HP e3000 users prompt reality check
Has the grief gone too far
Nietzsche once proclaimed, "The HP e3000 is dead."
It was near the end of his life - the painful syphilis years. But even with horse fantasies and images of a young Clark Kent dancing in his head, the philosopher recognized the importance of HP's venerable server.
While this never really happened, we feel it should have. It's the only scenario bizarre enough to match HP users' outpouring of grief for the HP e3000, as it meets its maker today.
The e3000 World Wide Wake has been discussed here before. In some ways, it's a touching scene that has fans sending the system off with a proper goodbye. The intense emotion expressed by these users is only matched by their artistic output.
It's no shocker to see HP e3000 fans reflecting on the past. The system performed exceptionally well in its heyday and has been by users' sides for three decades.
But isn't it time to give these fluffy hardware sendoffs the boot?
Plenty of the HP e3000 users out there have turned away from the systems of yore and embraced the age of commodity hardware. Millions of servers are flying out of Dell's factories being upgraded with the latest and greatest off-the-shelf parts along the way.

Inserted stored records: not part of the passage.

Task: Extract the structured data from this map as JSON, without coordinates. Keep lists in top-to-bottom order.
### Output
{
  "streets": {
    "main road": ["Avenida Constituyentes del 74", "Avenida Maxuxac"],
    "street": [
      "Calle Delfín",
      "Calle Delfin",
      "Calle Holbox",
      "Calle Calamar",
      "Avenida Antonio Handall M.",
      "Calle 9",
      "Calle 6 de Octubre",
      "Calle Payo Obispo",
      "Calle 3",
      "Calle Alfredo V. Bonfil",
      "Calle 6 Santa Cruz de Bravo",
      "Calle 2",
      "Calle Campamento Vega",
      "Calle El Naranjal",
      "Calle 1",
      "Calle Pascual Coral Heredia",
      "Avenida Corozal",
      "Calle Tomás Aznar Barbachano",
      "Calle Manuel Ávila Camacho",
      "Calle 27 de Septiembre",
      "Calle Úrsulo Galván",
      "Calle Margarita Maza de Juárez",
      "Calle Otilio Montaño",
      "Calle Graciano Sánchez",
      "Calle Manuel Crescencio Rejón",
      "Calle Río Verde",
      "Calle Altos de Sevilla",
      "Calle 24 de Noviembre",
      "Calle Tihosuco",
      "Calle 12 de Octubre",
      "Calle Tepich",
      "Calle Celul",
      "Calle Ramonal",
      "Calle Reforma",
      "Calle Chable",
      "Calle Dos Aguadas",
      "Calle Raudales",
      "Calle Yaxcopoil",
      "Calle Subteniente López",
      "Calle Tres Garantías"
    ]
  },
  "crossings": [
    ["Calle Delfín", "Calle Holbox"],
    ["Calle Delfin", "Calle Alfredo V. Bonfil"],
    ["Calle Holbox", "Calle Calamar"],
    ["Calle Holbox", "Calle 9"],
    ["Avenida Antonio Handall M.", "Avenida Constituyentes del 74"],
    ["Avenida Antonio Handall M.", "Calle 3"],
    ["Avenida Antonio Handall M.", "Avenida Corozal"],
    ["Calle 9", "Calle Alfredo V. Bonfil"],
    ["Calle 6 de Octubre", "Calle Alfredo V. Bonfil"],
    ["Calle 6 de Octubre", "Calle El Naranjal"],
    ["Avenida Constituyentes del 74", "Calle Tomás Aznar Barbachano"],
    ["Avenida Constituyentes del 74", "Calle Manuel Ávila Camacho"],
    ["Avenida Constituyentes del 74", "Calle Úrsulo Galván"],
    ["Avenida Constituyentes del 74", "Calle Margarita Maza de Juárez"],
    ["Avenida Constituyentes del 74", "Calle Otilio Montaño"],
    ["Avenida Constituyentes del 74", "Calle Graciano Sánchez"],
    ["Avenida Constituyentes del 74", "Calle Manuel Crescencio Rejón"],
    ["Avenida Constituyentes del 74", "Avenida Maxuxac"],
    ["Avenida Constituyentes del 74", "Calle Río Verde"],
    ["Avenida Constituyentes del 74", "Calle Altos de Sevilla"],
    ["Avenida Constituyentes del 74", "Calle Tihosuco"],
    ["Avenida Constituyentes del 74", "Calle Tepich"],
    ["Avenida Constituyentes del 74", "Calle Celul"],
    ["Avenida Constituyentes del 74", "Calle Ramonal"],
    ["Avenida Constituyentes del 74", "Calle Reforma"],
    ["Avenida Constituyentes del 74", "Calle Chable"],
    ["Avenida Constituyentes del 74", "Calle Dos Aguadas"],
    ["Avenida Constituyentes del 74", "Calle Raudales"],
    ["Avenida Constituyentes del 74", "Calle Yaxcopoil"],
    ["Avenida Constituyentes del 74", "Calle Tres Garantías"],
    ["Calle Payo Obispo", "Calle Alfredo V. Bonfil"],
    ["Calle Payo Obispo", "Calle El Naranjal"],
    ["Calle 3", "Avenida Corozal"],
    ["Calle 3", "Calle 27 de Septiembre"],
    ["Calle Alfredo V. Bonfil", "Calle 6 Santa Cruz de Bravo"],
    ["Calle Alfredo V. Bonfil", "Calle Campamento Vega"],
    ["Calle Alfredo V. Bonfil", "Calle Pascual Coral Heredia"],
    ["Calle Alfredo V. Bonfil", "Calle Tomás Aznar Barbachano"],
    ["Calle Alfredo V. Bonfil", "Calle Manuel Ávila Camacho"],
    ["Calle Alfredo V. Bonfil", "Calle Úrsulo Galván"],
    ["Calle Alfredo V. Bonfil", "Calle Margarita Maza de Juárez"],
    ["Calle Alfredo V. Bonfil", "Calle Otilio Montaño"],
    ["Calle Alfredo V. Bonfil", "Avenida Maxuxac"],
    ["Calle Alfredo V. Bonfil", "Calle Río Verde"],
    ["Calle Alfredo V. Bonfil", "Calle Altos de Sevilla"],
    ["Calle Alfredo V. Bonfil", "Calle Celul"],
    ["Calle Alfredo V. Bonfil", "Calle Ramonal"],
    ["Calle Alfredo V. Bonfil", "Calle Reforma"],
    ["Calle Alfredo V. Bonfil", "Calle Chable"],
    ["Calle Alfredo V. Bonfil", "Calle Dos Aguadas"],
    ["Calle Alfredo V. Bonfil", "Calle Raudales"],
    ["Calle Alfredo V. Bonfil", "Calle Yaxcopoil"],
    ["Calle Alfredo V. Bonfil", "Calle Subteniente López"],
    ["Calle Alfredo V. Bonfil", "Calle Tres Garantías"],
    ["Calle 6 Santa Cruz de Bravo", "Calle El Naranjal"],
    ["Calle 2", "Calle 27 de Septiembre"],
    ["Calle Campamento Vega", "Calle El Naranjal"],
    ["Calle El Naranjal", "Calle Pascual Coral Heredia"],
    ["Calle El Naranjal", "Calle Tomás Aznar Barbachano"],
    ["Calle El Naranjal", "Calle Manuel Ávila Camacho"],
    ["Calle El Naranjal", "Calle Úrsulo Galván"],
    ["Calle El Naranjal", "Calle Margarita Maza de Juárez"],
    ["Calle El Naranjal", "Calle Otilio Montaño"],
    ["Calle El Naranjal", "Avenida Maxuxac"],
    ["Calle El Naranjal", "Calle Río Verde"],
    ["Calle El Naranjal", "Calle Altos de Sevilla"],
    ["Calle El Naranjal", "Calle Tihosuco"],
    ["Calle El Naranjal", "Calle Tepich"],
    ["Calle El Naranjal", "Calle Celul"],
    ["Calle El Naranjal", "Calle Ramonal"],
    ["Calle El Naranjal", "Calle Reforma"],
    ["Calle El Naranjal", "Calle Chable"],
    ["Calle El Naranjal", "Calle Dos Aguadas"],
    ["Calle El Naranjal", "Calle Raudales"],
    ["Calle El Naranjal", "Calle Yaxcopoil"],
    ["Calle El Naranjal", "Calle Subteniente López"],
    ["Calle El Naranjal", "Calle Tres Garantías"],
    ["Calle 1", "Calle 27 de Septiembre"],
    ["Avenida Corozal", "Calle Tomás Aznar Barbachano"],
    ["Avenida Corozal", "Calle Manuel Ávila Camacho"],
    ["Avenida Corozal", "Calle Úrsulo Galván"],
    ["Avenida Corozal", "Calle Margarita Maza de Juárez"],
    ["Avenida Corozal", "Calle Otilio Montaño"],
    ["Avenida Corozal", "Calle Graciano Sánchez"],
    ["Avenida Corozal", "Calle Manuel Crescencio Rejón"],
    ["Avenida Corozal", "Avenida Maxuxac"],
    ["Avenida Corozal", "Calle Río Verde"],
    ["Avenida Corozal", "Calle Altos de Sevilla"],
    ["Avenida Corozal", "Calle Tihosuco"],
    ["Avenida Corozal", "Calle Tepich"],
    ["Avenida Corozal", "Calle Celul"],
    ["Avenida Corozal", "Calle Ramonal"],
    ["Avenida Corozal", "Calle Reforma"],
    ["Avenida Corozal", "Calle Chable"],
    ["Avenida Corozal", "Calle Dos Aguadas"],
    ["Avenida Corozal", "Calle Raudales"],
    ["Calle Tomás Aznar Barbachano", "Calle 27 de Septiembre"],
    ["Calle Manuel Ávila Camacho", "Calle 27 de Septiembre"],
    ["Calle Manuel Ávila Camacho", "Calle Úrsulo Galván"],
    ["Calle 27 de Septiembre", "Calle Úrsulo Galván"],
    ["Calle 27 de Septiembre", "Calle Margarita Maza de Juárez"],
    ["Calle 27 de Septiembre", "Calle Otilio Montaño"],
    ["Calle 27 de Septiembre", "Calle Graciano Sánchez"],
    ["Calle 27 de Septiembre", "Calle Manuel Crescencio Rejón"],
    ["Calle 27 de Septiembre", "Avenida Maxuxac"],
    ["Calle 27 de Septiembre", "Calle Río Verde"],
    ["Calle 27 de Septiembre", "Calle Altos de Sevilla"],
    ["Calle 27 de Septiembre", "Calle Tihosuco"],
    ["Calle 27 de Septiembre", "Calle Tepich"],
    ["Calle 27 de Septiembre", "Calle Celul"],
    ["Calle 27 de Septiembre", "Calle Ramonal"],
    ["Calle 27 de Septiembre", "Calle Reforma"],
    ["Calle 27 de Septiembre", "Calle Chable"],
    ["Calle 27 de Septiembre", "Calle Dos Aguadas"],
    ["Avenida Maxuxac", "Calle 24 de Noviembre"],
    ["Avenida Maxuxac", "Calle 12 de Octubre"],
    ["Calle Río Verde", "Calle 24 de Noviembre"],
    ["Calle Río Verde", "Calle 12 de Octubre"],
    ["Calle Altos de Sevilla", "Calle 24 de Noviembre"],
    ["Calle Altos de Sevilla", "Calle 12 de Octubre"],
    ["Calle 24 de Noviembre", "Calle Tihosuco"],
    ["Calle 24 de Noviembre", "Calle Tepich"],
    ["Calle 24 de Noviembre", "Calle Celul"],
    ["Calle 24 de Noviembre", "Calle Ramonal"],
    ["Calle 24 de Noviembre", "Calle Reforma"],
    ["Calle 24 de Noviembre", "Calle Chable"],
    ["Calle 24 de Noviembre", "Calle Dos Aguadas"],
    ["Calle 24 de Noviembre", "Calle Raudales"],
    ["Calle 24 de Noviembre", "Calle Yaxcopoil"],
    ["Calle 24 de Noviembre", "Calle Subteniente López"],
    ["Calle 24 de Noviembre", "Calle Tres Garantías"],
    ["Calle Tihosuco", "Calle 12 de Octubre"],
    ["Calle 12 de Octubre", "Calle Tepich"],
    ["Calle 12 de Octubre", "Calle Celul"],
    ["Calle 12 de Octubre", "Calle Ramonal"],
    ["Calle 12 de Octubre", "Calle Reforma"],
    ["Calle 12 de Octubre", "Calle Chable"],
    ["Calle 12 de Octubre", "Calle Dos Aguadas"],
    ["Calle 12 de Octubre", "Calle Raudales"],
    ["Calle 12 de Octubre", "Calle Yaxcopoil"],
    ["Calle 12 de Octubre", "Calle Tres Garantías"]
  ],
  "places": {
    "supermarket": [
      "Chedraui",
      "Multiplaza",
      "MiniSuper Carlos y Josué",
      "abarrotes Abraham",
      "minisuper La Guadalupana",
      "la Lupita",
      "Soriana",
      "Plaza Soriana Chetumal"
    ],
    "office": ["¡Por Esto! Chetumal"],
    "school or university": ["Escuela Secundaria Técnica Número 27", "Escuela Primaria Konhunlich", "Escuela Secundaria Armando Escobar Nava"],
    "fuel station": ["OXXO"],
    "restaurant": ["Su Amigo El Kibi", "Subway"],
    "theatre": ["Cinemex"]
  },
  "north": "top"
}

Even on the high-end, Dell and HP are pushing customers toward Itanium and Itanium only. They want any emotional or religious attachments to Alpha, PA-RISC, Power or Sparc to end. They're also on a similar track to nudge various versions of Unix out of the way in favor of Windows and Linux.
There will always be the admins out there who cannot let go of of their fondness for the mainframe or nuances of AIX. And there is still plenty of competition among the Unix vendors. But we wonder if there is enough differentiation between hardware these days to warrant such intense yearnings for yesteryear.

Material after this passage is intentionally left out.